2 / 6
Aug 2024

When I check the slow queries in my database, I find the following aggregate query being executed on multiple collections:

[ { "$addFields": { "temporary_doc_size_field": { "$bsonSize": "$$ROOT" } } }, { "$match": { "temporary_doc_size_field": { "$lt": 16793600 } } }, { "$project": { "temporary_doc_size_field": 0 } }, { "$sample": { "size": 1000 } } ]

It performs a collection scan and reads a lot into the disk. I checked my application and couldn’t find this query in the source code.

So, is this aggregate query automatically executed by MongoDB, and what is its purpose? Is there any way to limit it because it is quite costly in terms of disk I/O?

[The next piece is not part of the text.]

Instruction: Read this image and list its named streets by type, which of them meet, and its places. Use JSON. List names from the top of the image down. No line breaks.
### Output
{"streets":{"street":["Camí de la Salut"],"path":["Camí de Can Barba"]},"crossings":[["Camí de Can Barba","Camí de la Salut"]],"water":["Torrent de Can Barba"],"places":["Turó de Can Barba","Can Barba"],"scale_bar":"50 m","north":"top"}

Where and how are you running mongod?

This is a really bad query, and I am 99.999999% sure that MongoDB does not execute that automatically. Especially, if run on multiple collections.

I think, the value 16_793_600 looks pretty close to the 16MB size limit of BSON so every documents will match.

How is your system secured?

May be you have some users, analyzing the schema with Compass. The presence of $sample:size:1000 might seems to match Compass remark that is printed when analyzing the schema.

This report is based on a sample of 1000 documents.

Are the queries spaced evenly over time? In principal an automated process would run the queries at a regular interval. A human will have more random interval.